Commissioner Of Customs, Patna v. Dwarika Prasad Agarwal
2008-09-18
CHANDRAMAULI KR.PRASAD, RAVI RANJAN
body2008
DigiLaw.ai
Judgment 1. Various quantity of betel nuts were seized by the Officers of the Directorate of Revenue Intelligence under a reasonable belief that same were smuggled into India. Proceedings for its confiscation were initiated and the Deputy Commissioner confiscated the betel nuts and inflicted personal penalty upon the owners thereof. Owners appeals before the Commissioner (Appeals) also failed. They carried the matter in appeal further before the Customs, Excise and Gold (Control) Appellate Tribunal, hereinafter referred to as the Tribunal. The Tribunal set aside the order of confiscation and penalty on the ground that Custom authorities have failed to prove that "betel nuts were of foreign origin and they were imported illegally". 2. Aggrieved by the same, the Commissioner of Customs has preferred these applications under Section 130A of the Customs Act.

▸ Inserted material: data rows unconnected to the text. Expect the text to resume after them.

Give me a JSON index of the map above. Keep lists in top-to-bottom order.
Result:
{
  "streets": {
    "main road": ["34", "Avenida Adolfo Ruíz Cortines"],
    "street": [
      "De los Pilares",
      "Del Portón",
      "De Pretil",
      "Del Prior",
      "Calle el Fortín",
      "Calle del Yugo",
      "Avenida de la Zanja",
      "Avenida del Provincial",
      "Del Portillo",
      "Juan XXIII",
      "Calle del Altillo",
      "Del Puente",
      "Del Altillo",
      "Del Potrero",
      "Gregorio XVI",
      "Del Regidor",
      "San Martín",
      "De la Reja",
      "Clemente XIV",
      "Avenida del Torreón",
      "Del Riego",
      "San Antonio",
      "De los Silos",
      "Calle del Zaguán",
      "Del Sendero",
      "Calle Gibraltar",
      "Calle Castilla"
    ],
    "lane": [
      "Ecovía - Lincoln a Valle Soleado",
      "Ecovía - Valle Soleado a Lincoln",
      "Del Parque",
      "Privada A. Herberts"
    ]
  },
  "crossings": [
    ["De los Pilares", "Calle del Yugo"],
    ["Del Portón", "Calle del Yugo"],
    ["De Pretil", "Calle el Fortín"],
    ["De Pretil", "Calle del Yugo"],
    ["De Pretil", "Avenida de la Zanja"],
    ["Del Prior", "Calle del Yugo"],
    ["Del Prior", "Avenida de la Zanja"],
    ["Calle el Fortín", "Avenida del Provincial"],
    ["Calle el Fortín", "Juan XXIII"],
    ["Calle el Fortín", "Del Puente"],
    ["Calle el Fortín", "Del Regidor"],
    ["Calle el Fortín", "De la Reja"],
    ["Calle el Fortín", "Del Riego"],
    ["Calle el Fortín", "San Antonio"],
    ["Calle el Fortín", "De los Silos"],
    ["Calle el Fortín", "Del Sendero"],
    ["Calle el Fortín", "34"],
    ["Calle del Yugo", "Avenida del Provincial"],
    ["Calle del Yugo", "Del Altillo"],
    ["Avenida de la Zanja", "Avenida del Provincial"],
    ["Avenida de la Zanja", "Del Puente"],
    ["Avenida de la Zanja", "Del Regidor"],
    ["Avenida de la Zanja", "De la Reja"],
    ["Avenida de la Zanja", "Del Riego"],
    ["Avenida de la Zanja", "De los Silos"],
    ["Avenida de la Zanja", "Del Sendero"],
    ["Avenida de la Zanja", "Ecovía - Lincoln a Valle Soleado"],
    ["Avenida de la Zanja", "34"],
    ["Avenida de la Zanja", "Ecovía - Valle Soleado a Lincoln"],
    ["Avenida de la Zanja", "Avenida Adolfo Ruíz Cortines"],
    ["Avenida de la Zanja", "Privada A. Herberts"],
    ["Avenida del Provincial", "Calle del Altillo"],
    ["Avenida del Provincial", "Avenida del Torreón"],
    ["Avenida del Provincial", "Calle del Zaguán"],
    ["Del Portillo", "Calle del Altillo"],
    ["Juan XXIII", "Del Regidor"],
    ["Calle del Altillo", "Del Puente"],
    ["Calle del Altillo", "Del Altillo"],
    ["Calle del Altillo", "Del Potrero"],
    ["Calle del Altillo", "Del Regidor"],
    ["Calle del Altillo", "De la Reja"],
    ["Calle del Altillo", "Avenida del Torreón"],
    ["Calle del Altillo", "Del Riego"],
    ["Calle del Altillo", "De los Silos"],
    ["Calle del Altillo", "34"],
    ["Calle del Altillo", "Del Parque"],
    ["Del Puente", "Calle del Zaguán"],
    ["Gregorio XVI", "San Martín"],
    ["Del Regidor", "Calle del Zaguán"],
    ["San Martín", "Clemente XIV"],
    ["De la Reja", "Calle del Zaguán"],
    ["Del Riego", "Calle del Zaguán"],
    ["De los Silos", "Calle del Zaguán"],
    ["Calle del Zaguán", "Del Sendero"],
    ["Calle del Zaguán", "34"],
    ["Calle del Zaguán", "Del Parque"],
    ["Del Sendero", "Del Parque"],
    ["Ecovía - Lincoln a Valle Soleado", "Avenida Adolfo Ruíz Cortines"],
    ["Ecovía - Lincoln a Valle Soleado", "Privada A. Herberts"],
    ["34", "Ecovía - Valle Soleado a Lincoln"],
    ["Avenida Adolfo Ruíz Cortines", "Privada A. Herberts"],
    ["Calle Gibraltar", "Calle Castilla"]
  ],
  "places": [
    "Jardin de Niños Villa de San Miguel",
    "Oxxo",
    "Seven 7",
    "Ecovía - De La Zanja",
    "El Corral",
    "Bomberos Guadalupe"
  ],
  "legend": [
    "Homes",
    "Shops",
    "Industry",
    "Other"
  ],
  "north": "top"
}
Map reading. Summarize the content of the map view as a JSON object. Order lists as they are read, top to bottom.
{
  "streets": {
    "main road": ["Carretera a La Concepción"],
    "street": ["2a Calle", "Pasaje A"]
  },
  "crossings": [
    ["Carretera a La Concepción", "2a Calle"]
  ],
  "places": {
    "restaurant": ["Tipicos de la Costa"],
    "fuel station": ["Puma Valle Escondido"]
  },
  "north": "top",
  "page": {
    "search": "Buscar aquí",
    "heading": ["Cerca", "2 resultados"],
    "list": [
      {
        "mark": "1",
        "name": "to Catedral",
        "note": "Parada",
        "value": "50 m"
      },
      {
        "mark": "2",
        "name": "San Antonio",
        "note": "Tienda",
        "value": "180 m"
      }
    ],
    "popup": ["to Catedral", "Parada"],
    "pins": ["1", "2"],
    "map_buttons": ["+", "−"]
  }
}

This Court by order dated 11.2.2003 directed the Tribunal to draw statement of case and refer the following questions of law for determination in Tax Case No. 13 of 2001:- "(a) Whether the Tribunal without referring any of the evidence which has been relied upon by the original or appellate authority was justified in reversing the said order. (b) Whether the finding arrived at by the Tribunal is preverse in the sense that without adhering to the material evidence it has arrived at such a finding. 3. Indentical questions of law have been drawn in other cases also. 4. Tribunal as directed drew the statement of case and forwarded the aforesaid questions of law for determination. 5. In order to establish that the betel nuts are of foreign origin the authority rely on the trade opinion. 6. Mr. Rakesh Kumar Singh, appearing on behalf of the petitioner submits that persons well versed in the trade having opined that betel nuts were of foreign origin, there was no justification for the Tribunal to reject that opinion. 7. Mr. Birju Prasad, appears on behalf of the Opposite party. 8. We do not find any substance in the submission of Mr. Singh. It is not in dispute that betel nut is non-notified item and, as such, the onus to prove that the same is of foreign origin lies on Custom authority. It is further not the case that betel nuts available in the country are significantly different than those of foreign country.
Singh. It is not in dispute that betel nut is non-notified item and, as such, the onus to prove that the same is of foreign origin lies on Custom authority. It is further not the case that betel nuts available in the country are significantly different than those of foreign country. The contention that betel nuts of foreign origin are little bigger than what is available in the country itself will not lead to the conclusion that it is of foreign origin. In our opinion, in absence of significant and apparent difference between the betel nuts available in this country and of foreign origin it shall be difficult to come to a definite finding that betel nuts are of foreign origin on the basis of trade-opinion. We hasten to add that trade-opinion may not be an expert opinion but opinion based on long experience in the trade considering significant difference in the items of Indian origin and foreign origin may be of persuasive value and may not be thrown out only on the ground that trade opinion is not an expert-opinion. If there are significant differences in shape, size, taste etc., of betel nuts of Indian origin than the betel nuts of foreign origin the person in trade may form an opinion that it is of foreign origin which in the facts of a given case may be accepted. However in the present case we find that the trade opinion is not based on any significant decisive difference. In that view of the matter, we are of the opinion that betel nuts directed to be confiscated cannot be said with certainty to be of foreign origin. 9. Accordingly our answer to substantial question No. (a) formulated is in affirmative and it is held that in the facts and circumstances of the case the Tribunal was justified in reversing the order of original and the appellate authority. 10. In view of aforesaid, the answer to second question No. (b) is also in the negative and we hold that the finding arrived at by the Tribunal is based on sound principle and cannot be said to be perverse. 11. To put the record straight, it is worth mentioning here that a large number of cases involving the same issue i.e. Tax Case NO. 68 of 2002 (Commissioner of Central Excise, Patna Vs.
11. To put the record straight, it is worth mentioning here that a large number of cases involving the same issue i.e. Tax Case NO. 68 of 2002 (Commissioner of Central Excise, Patna Vs. M/s SCI Sheo Shankar Chemical Industry India Ltd.), Tax Case No. 69 of 2002 (Commissioner, Customs Department, Govt. of India Vs. Shri Devi Shankar Tiaway) and Tax Case No. 54 of 2002 (Commissioner of Custom, Patna Vs. Pyus Chakrabarty, Prop. Pijus Trading Co.), have been dismissed by order dated 13.9.2006 and 8.9.2006 by a Division Bench of this Court. 12. Tax cases stand disposed off accordingly.